##### Entries supplied
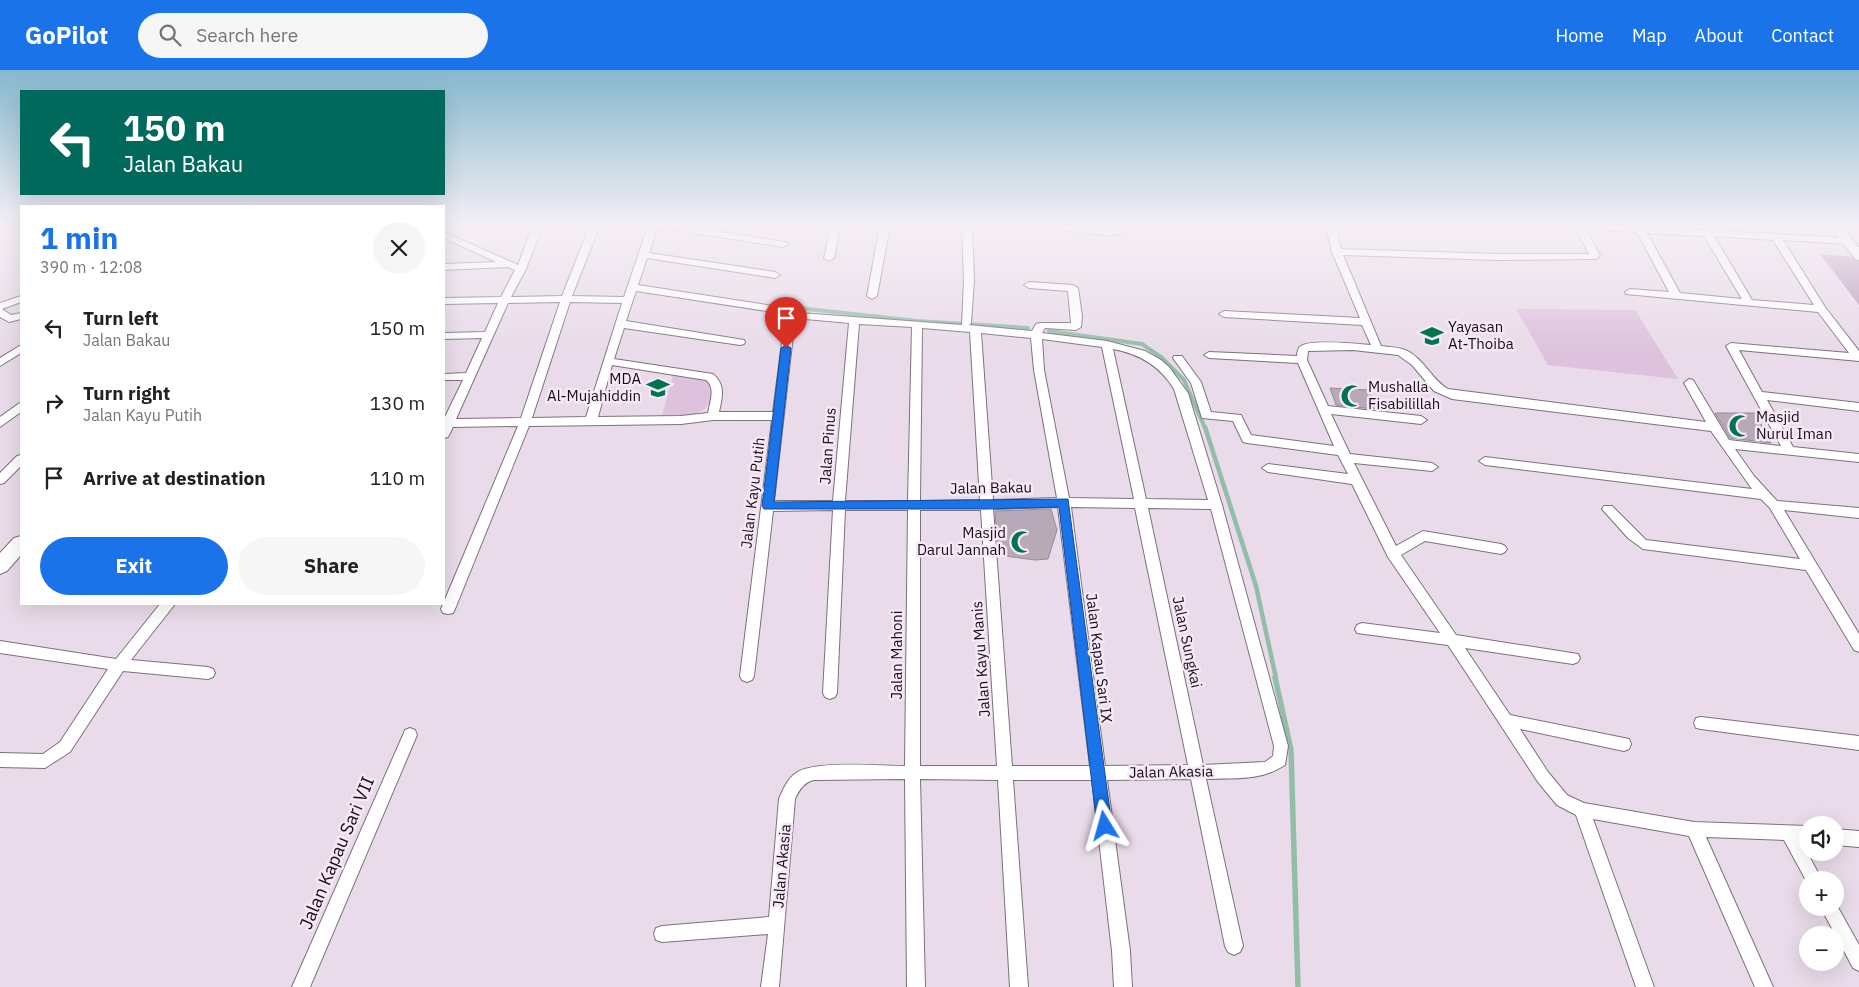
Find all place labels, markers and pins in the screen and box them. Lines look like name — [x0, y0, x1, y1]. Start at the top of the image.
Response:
pin — [765, 297, 807, 348]
place label: Yayasan At-Thoiba — [1448, 317, 1514, 353]
school or university icon: Yayasan At-Thoiba — [1419, 323, 1445, 349]
place label: MDA Al-Mujahiddin — [547, 369, 641, 405]
school or university icon: MDA Al-Mujahiddin — [645, 375, 671, 401]
place label: Mushalla Fisabilillah — [1368, 377, 1440, 413]
mosque icon: Mushalla Fisabilillah — [1339, 383, 1365, 409]
place label: Masjid Nurul Iman — [1756, 407, 1832, 443]
mosque icon: Masjid Nurul Iman — [1727, 413, 1753, 439]
place label: Masjid Darul Jannah — [917, 523, 1006, 559]
mosque icon: Masjid Darul Jannah — [1009, 529, 1035, 555]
##########
An exact reproduction of the data is required, with pictures excluded.

▸ **Response to this exercise**:
Find all place labels, markers and pins in the screen and box them. Lines look like name — [x0, y0, x1, y1]. Start at the top of the image.
Response:
pin — [765, 297, 807, 348]
place label: Yayasan At-Thoiba — [1448, 317, 1514, 353]
school or university icon: Yayasan At-Thoiba — [1419, 323, 1445, 349]
place label: MDA Al-Mujahiddin — [547, 369, 641, 405]
school or university icon: MDA Al-Mujahiddin — [645, 375, 671, 401]
place label: Mushalla Fisabilillah — [1368, 377, 1440, 413]
mosque icon: Mushalla Fisabilillah — [1339, 383, 1365, 409]
place label: Masjid Nurul Iman — [1756, 407, 1832, 443]
mosque icon: Masjid Nurul Iman — [1727, 413, 1753, 439]
place label: Masjid Darul Jannah — [917, 523, 1006, 559]
mosque icon: Masjid Darul Jannah — [1009, 529, 1035, 555]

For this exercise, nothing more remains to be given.